Content starts

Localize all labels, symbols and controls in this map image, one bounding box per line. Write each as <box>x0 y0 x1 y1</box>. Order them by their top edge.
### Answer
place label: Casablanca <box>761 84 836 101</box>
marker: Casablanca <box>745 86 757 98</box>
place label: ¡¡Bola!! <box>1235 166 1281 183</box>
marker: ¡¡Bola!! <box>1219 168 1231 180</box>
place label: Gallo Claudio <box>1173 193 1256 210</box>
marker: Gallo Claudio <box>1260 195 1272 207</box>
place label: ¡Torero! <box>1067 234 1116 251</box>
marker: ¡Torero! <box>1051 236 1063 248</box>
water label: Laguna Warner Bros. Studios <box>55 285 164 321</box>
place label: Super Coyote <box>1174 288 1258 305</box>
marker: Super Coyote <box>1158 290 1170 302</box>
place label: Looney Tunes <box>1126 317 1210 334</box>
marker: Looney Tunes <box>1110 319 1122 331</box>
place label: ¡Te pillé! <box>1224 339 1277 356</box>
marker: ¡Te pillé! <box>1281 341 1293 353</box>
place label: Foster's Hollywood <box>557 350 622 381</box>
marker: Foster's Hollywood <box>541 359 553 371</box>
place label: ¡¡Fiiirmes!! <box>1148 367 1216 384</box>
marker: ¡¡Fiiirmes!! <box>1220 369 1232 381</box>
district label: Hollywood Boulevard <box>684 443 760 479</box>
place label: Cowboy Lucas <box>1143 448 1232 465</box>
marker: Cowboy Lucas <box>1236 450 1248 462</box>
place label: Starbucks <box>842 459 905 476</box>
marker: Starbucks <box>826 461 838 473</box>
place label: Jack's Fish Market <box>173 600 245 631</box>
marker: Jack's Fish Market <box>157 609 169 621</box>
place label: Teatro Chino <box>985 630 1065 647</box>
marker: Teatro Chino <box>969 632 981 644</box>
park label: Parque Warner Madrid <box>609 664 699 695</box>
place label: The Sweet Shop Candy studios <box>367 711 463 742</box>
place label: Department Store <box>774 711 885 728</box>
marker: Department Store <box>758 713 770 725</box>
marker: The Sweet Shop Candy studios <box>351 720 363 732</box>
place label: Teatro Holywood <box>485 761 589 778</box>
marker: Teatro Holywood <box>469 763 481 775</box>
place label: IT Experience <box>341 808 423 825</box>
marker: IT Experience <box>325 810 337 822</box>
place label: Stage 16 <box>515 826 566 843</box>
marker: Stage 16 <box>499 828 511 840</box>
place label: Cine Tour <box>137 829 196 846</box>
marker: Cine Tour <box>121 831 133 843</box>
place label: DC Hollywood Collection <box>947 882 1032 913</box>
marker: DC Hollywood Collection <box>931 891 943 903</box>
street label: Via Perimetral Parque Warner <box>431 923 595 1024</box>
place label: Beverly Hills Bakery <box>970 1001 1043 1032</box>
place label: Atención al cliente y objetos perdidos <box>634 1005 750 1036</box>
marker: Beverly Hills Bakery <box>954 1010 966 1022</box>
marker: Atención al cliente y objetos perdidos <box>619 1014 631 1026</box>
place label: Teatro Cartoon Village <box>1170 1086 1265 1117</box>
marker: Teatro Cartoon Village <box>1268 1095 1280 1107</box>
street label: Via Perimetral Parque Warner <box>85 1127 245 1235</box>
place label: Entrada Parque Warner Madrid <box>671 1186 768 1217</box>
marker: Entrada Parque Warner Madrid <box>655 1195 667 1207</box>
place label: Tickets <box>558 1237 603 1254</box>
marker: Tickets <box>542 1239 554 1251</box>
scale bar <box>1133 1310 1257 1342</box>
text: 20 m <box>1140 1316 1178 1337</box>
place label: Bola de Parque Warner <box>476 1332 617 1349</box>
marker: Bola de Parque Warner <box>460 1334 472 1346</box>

Content ends
Content starts

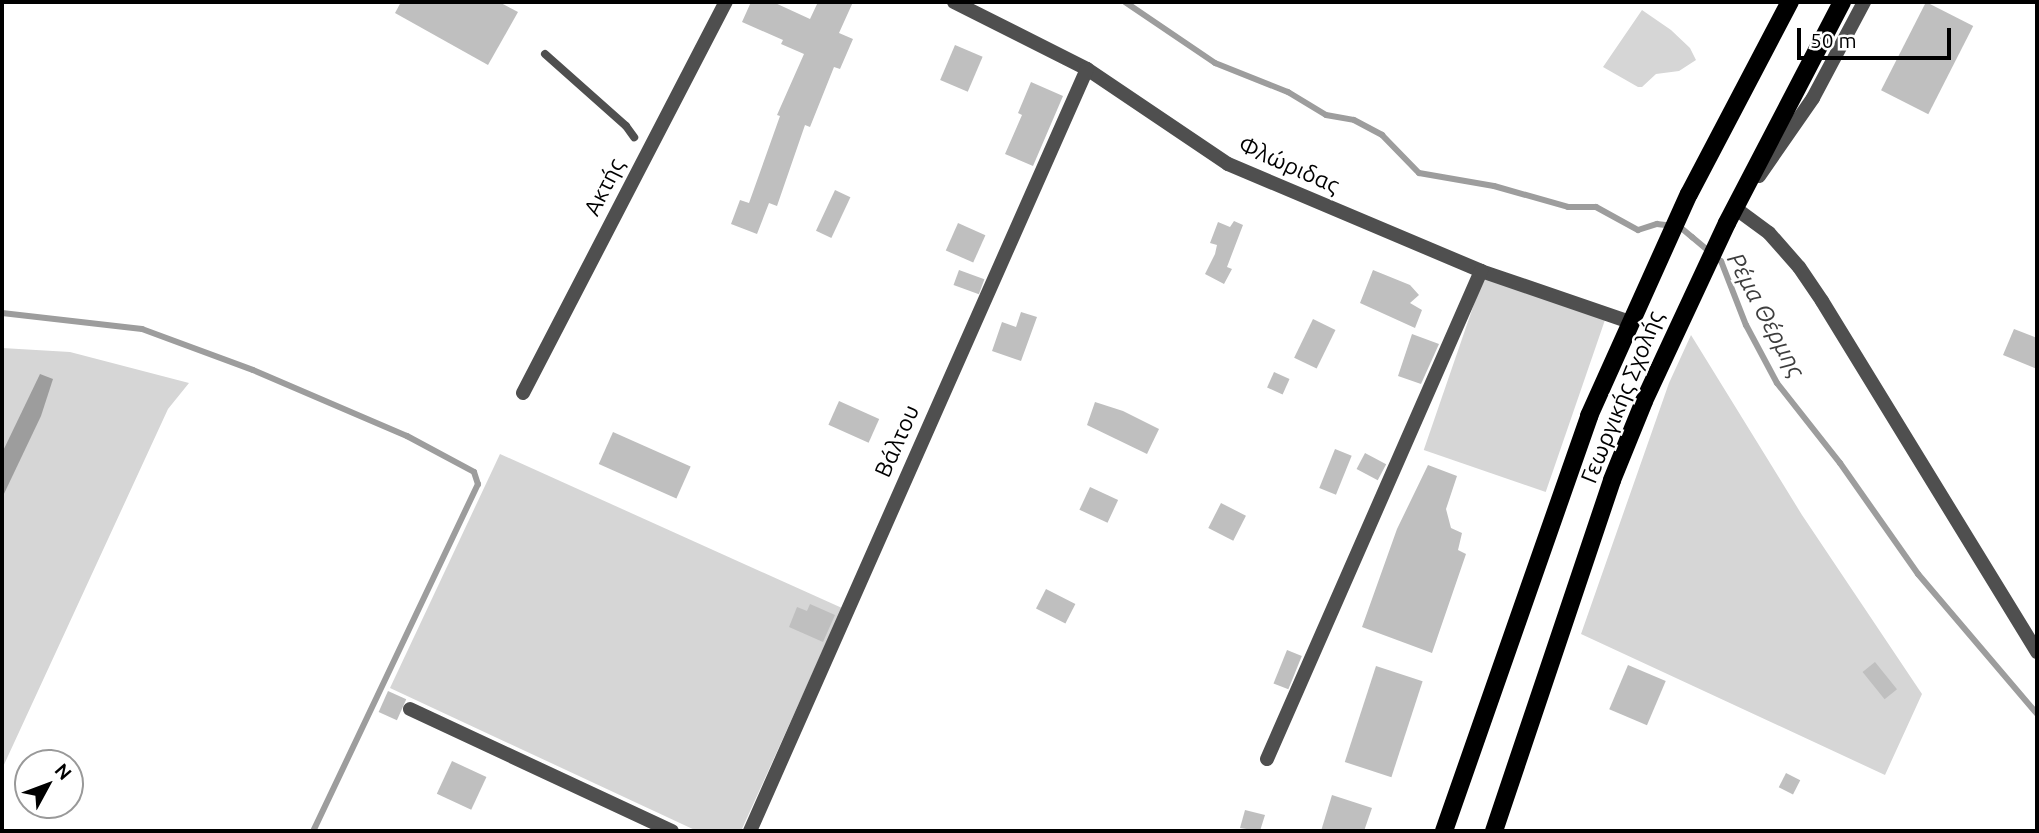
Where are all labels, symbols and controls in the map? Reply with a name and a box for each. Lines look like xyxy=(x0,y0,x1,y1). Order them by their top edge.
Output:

Content ends

> _TASK BRIEF_:
Lines of the listing above that hold the string "symbols" should each be copied.

> _ANSWER TO THIS TASK_:
Localize all labels, symbols and controls in this map image, one bounding box per line. Write each as <box>x0 y0 x1 y1</box>. Order them by their top edge.
Where are all labels, symbols and controls in the map? Reply with a name and a box for each. Lines look like xyxy=(x0,y0,x1,y1). Order them by their top edge.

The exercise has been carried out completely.